03/02/2016

Eliot in Murderland, cont'd

You may recall the post I did four years ago about Curtis Evans's discovery of the T.S. Eliot's mystery criticism. Well, the news has finally reached the mainstream media in the guise of an article by Paul Grimstad on The New Yorker website. As they say: Better late than never.

To the amateur, Grimstad's piece brings nothing new to the subject, but it is worth reading as a capsule of literati thinking on the question. Like Wilson before him but in a much gentler manner, Grimstad appears to be genuinely baffled that Eliot could find any interest in so minor and artistically poor a genre - "mere puzzles" as the received wisdom has it - and is frustrated that he didn't write instead on hardboiled fiction, certainly a much more deserving endeavour in his eyes. Challenging Wilson and Chandler and admitting that "mere puzzles" may have their virtues being not an option, Grimstad goes for an "ideological" explanation of Eliot's bizarre detective mania:

It’s possible, though, that Eliot’s affinity for Golden Age detective stories had only partially to do with the genre’s literary merits. During the year he wrote his mystery reviews, Eliot was undergoing a sharp turn to the right politically, and was steeped in dense works of theology in preparation for his baptism into the Anglo-Catholic church. (In a June, 1927, letter to his friend Virginia Woolf he described himself, only half-jokingly, as a “person who specializes in detective stories and ecclesiastical history.”) His conversion to a man of royalist proclivities and religious faith, after which he attended Mass every morning before heading off to work in Russell Square, was at least in part a matter of giving order to a world he saw as intolerably messy. At the end of his 1944 essay, Edmund Wilson suggested that it was no accident that the Golden Age of detection coincided with the period between the two World Wars: in a shattered civilization, there was something reassuring about the detective’s ability to link up all the broken fragments and “know just where to fix the guilt.” Such tidy solutions were to Wilson the mark of glib and simplistic genre fiction. But to Eliot, who in “The Waste Land” wrote of the fractured modern world as a “heap of broken images,” it seems possible that Golden Age detective stories offered above all a pleasing orderliness—a way of seeing ghastly disruptions restored to equilibrium with the soothing predictability of ritual.

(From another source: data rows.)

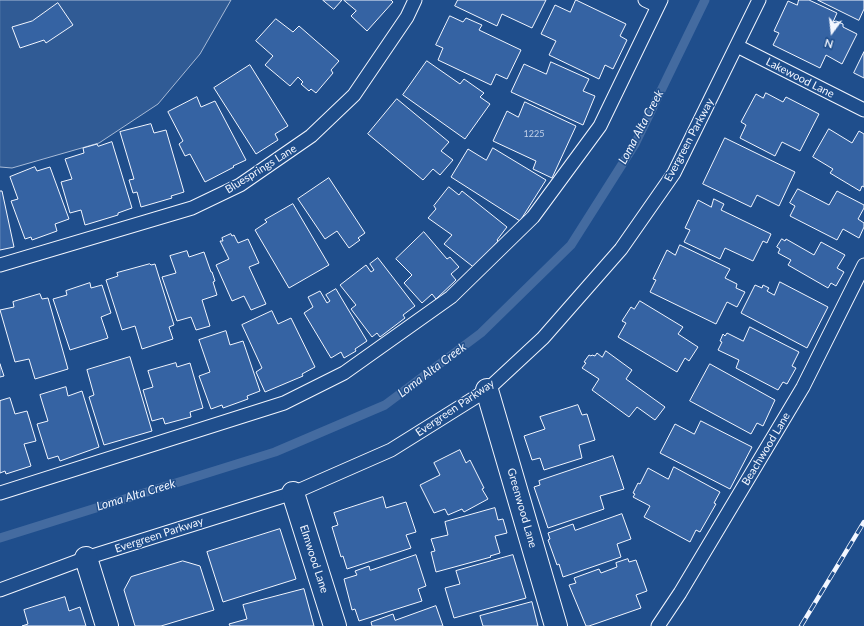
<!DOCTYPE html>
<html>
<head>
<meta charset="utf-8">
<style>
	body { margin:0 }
	#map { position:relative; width:864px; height:626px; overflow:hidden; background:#1f4e8c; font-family:Lato,sans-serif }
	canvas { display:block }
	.north { position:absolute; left:812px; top:12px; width:40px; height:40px; -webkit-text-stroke:3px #1f4e8c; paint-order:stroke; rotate:195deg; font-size:11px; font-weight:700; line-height:16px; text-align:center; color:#f2f6ff }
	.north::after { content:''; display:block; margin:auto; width:14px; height:18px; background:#f2f6ff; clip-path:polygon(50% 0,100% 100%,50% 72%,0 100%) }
</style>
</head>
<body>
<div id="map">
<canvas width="864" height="626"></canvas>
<div class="north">N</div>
</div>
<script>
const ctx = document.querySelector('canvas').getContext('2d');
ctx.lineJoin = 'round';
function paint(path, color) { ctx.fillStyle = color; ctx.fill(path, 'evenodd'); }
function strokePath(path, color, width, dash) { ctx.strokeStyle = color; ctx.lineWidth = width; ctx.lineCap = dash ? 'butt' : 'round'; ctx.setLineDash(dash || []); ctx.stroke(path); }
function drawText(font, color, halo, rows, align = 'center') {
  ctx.font = font + ' Lato,sans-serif'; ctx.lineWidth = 3; ctx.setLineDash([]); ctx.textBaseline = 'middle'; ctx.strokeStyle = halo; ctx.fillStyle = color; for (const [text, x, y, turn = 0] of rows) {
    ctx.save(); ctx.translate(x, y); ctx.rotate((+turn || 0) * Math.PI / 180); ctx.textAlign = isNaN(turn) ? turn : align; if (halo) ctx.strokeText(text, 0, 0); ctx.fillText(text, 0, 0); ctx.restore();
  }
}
const green = new Path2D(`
	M0 0H231L200 54 158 104 99 143 12 168 0 167Z`);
paint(green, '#305b95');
strokePath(green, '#a8bbd7', 1);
strokePath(new Path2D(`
	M0 538 275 452 385 405 481 333 571 245 635 144 705 0`), '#446ba0', 9);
const building = new Path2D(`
	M323 0H342L334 9Z
	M344 0H391L393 2 367 31 351 16 356 11Z
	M458 0H546L532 28 502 14 497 26 455 6Z
	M576 0 626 24 620 36 627 40 613 69 605 65 599 79 549 55 556 41 541 34 555 5 570 12Z
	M799 0H809L837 13 833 22 836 21 843 24V27L857 34 842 64 826 55 820 68 773 45 779 33 774 31 788 1 797 5Z
	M818 0H864V9L859 20Z
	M58 3 73 25 46 43 44 40 20 48 12 27 32 21Z
	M450 16 463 22 466 18 482 25 479 30 521 50 507 79 496 74 491 85 438 60 443 48 436 45Z
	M276 19 293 32 299 26 339 61 331 70 333 73 316 93 311 89 309 91 301 84 303 82 298 77 290 86 265 65 273 56 256 41Z
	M864 52V78L854 73Z
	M427 61 460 84 464 79 484 93 480 97 490 104 465 139 403 95Z
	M551 62 589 79 583 91 595 96 583 125 511 92 524 64 546 74Z
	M250 65 288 126 275 134 278 140 256 154 214 88Z
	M766 93 783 102 786 97 819 114 800 151 782 142 775 156 740 138 746 125 741 122 756 94 763 98Z
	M197 97 201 107 215 101 246 160 233 166 234 167 205 182 190 154 185 156 179 144 183 141 168 112Z
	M397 99 449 142 441 151 453 160 440 175 433 169 423 180 368 134Z
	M525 102 576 126 552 178 533 169 536 161 493 141 507 111 518 117Z
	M151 124 154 133 166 130 184 192 171 196 172 198 141 207 137 192 133 193 129 180 134 179 120 132Z
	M829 129 852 143 859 131 864 134V187L862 186 860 191 830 173 833 169 813 157Z
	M725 138 795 172 779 206 757 195 751 207 703 184Z
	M112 142 132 208 118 213V215L85 225 81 210 70 213 61 182 72 179 65 159 84 153 83 148 97 144 98 146Z
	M493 148 546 180 520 221 451 177 468 149 486 160Z
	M35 167 37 171 50 167 69 219 55 224 57 231 32 240 31 237 25 239 11 201 18 199 10 177Z
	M329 178 365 233 358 238 360 240 349 248 337 231 325 239 298 199Z
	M449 187 459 195 462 191 507 227 497 240 498 241 476 269 444 244 452 235 428 218 436 209 434 206Z
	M798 189 829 205 837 191 864 205V208L858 219 864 223V227L859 238 843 229 837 240 790 216 795 206 790 203Z
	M0 191H2L14 247 0 250Z
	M714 199 724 204 721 210 771 234 767 243 763 241 753 261 725 248 720 259 684 242 690 230 685 228 698 200 711 207Z
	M293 204 329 265 289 288 255 230 267 222 265 220Z
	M424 232 447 259 450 257 459 267 451 274 456 280 436 299 432 294 422 303 404 283 412 275 396 259Z
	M231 234 232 236 234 235 238 243 248 239 259 263 249 267 266 304 251 310 244 296 232 301 216 265 229 259 220 241H223L222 238Z
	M782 239 785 241 786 239 814 255 821 242 845 255 837 268 844 272 836 286 831 283 828 288 788 265 791 260 778 253 780 249 777 247Z
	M680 245 730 269 725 278 737 284 736 288 745 292 737 307 727 302 716 324 650 292 656 280 653 279 667 250 675 255Z
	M187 251 189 257 204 252 211 272H212L215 281 213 282 217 295 202 300 210 326 196 330 191 317 177 321 162 277 176 273 170 256Z
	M378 258 415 306 403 315 405 318 380 337 377 333 372 337 351 309 356 305 340 285 366 265 371 272 374 270 370 264Z
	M150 264 151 265 155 264 174 325 169 327 173 339 142 349 135 326 122 330 106 280 118 276 117 273Z
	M780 282 828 307 807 348 741 313 755 285 762 288 763 285 769 288 767 291 774 295Z
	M90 283 91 288 102 285 111 313 101 317 108 338 70 350 53 299 67 295 66 291Z
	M336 289 367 341 355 349 356 351 344 358 341 352 331 358 304 313 313 307 308 297 320 291 327 303 330 301 326 295Z
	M40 294 42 299 48 298 68 369 35 379 29 359 15 362 0 310 14 307 13 302Z
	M640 301 683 327 678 334 698 347 689 361 685 358 677 372 618 337 626 323 622 321 631 307 634 309Z
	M272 311 278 324 291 318 315 367 302 374 303 376 265 392 256 372 262 368 242 325Z
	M750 327 799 352 792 366 796 368 787 384 783 382 778 390 736 368 739 360 718 350 722 342 720 341 723 334 725 336 727 333 743 341Z
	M226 331 230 345 243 341 260 391 247 396 248 399 223 408 222 405 211 409 199 376 210 372 199 340Z
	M606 351 632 370 626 379 665 407 655 420 637 407 629 417 592 390 599 379 582 368 586 363 584 362 589 355 591 356 592 355 595 356 597 353 602 357Z
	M130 357 152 431 104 445 89 397 94 395 87 370Z
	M176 363 177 367 190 363 203 408 190 412 191 417 165 424 163 418 152 421 143 390 153 387 148 371Z
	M0 364 4 376 0 377Z
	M710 364 775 400 763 426 757 423 751 434 690 401Z
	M66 387 68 396 82 391 99 447 60 461 58 456 48 459 37 424 48 421 40 395Z
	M10 398 15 414 27 411 36 441 24 444 31 466 6 474 5 471 0 473V401Z
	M578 405 582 415 587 414 595 440 579 445 582 458 544 470 540 458 532 460 524 436 545 429 540 417Z
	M701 421 752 447 730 489 660 453 675 424 694 434Z
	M460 450 466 463 470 460 484 488 482 489 488 499 464 512 462 509 448 515 445 509 434 513 420 485 440 475 434 463Z
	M613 456 624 489 600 496 604 509 548 528 534 487 540 485 539 481Z
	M674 467 720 492 714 503 716 504 700 532 696 530 690 542 644 517 650 506 633 497 635 494 633 493 638 483 640 484 648 468 668 479Z
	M383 497 386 508 406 502 416 532 406 535 411 548 347 569 343 556 341 557 332 527 338 525 334 513Z
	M495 508 498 520 503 519 507 533 495 536 500 553 490 556 491 557 436 572 431 552 435 551 431 539 448 535 445 522Z
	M622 514 631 539 617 544 621 557 563 577 559 564 557 565 548 540 550 539 548 533 573 524 575 530Z
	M280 529 296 579 223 602 207 552Z
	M416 555 426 586 418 589 422 601 359 621 355 609 352 610 344 579 357 575 355 571 369 566 370 570Z
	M513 555 526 598 454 618 445 588 460 584 456 571Z
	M628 559 629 562 636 560 647 591 636 595 641 608 589 626H586L569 585 576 583 574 578 599 569 601 573 617 567 616 563Z
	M183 561 200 566 214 610 161 626H135L124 590 131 577Z
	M304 589 314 626H230L229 624 247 619 243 605Z
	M65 597 69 611 80 607 86 626H22L28 624 24 610Z
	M532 602 538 626H483L480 616Z
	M436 606 443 626H372L371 622 393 614 395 620Z`);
paint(building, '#3563a3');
strokePath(building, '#f2f6ff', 1);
const lane = new Path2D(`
	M645 0 658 6
	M737 46 864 110
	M0 265 192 208 240 185 311 136 354 95 407 17 415 0
	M0 493 284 403 344 373 451 297 533 217 600 126 661 0
	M0 590 86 558 293 493 391 450 487 390 543 338 621 249 674 173 759 0
	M658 626 680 593 803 387 864 265`);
const street = new Path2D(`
	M487 390 556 626
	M293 493 335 626
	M86 558 107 626`);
strokePath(lane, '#f2f6ff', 15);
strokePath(street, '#f2f6ff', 24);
strokePath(lane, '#1f4e8c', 13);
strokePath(street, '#1f4e8c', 22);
const rail = new Path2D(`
	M801 626 864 522`);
strokePath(rail, '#f2f6ff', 4.5);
strokePath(rail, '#1f4e8c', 3, [9]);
drawText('9px', '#c3d1e8', null, [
	["1225",534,134]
]);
drawText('11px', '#f2f6ff', '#1f4e8c', [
	["Lakewood Lane",800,78,27],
	["Evergreen Parkway",689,140,-62],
	["Bluesprings Lane",261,169,-32],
	["Evergreen Parkway",455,408,-34],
	["Beachwood Lane",766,449,-59],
	["Greenwood Lane",522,508,74],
	["Evergreen Parkway",159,535,-18],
	["Elmwood Lane",314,559,72]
]);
drawText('italic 12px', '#f2f6ff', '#1f4e8c', [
	["Loma Alta Creek",641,127,-62],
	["Loma Alta Creek",432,370,-37],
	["Loma Alta Creek",136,495,-17]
]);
</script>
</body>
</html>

In short: if you like that "glib and simplistic" stuff then it's because you are a right-winger, not because of its non-existent literary merits. No matter that this vision of Golden Age mysteries as conservative fairytales where order is invariably restored in the end doesn't bear close scrutiny. No matter that the argument cuts both ways in that it could be said with reason that hardboiled/noir is so popular with the Literati because the genre leans left or appears to do so, not because it is artistically superior. Traditional mysteries remain a province of the philistine and the easily entertained, beguiling the sophisticated reader only by accident or a momentary lapse of reason and taste. Nothing to see here. 

This is the mentality that serious mystery criticism has to conquer. The walls have been shaking lately with the reappearance in print and success of "lost classics" and some seminal critical/historical work by helluva scholars such as Martin Edwards (congratulations on his Edgar nomination, by the way) but they have by no means fallen down. It will take even harder work to convince the brilliant and advanced that no, Who Cares Who Killed Roger Ackroyd was not the last word on the question. Heck, it wasn't even the first.